* _EXERCISE BRIEF_
In the listing below, the line containing "Give bounding boxes" marks the end; copy exactly every line from the first through that one.

* _DATA EXTRACTS_
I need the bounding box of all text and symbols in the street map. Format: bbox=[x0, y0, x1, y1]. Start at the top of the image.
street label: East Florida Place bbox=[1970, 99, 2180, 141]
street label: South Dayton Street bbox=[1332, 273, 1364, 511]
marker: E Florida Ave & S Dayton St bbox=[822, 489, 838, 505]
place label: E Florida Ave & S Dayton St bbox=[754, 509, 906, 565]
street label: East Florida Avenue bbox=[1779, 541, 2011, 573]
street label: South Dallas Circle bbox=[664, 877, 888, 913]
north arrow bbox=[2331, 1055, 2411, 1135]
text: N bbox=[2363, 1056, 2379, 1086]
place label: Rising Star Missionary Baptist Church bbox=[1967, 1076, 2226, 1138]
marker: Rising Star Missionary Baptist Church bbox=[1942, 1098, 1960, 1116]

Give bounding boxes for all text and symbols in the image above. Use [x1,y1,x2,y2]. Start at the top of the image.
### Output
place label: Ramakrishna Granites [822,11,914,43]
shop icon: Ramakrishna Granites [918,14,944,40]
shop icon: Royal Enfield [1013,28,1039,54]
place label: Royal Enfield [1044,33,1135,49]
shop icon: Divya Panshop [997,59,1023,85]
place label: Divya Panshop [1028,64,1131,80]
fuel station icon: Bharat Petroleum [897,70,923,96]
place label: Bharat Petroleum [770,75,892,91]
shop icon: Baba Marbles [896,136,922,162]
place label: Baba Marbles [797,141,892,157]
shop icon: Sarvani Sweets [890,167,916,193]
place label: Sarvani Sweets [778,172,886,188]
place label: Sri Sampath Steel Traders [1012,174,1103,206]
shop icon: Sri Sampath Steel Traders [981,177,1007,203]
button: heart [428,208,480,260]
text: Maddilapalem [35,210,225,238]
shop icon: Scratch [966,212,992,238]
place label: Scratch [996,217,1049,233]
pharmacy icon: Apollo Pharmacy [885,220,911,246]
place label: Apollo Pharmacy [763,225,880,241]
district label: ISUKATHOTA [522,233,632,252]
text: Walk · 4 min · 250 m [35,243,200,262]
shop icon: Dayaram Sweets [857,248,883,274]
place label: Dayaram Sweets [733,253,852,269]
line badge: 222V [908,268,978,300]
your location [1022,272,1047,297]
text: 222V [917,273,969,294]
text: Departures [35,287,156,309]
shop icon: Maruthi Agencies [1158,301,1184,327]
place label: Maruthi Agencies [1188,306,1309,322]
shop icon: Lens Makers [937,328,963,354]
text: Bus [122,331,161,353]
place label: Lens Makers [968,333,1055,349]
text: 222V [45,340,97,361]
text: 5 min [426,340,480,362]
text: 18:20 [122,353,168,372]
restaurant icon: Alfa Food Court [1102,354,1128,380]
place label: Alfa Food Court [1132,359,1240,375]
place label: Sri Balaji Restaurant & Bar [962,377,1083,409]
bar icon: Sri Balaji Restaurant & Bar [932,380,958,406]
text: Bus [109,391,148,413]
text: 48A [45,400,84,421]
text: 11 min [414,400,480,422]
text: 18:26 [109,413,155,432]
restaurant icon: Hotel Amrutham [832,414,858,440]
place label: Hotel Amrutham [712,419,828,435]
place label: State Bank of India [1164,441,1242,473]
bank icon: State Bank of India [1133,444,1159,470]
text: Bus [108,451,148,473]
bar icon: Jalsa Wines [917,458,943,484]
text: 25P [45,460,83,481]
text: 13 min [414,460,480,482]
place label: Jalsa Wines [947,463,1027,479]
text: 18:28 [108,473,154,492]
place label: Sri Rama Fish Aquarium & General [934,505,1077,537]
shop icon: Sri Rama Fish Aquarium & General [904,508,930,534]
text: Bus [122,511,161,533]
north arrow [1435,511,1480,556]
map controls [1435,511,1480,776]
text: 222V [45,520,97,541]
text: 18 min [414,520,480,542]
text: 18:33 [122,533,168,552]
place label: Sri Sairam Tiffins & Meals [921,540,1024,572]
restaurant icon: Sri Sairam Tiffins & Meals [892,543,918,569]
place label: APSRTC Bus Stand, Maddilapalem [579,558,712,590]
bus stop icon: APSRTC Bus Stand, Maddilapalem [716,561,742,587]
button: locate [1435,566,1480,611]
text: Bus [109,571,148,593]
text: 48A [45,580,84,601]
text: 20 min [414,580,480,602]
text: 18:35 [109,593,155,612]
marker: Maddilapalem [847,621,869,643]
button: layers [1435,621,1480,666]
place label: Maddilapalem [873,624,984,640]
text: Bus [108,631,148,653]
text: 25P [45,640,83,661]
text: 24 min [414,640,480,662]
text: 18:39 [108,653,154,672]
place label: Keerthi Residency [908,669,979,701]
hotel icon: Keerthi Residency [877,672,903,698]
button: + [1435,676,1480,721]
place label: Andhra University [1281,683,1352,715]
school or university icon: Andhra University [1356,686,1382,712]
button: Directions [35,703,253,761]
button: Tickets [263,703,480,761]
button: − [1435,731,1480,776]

* _REPLY_
I need the bounding box of all text and symbols in the street map. Format: bbox=[x0, y0, x1, y1]. Start at the top of the image.
street label: East Florida Place bbox=[1970, 99, 2180, 141]
street label: South Dayton Street bbox=[1332, 273, 1364, 511]
marker: E Florida Ave & S Dayton St bbox=[822, 489, 838, 505]
place label: E Florida Ave & S Dayton St bbox=[754, 509, 906, 565]
street label: East Florida Avenue bbox=[1779, 541, 2011, 573]
street label: South Dallas Circle bbox=[664, 877, 888, 913]
north arrow bbox=[2331, 1055, 2411, 1135]
text: N bbox=[2363, 1056, 2379, 1086]
place label: Rising Star Missionary Baptist Church bbox=[1967, 1076, 2226, 1138]
marker: Rising Star Missionary Baptist Church bbox=[1942, 1098, 1960, 1116]

Give bounding boxes for all text and symbols in the image above. Use [x1,y1,x2,y2]. Start at the top of the image.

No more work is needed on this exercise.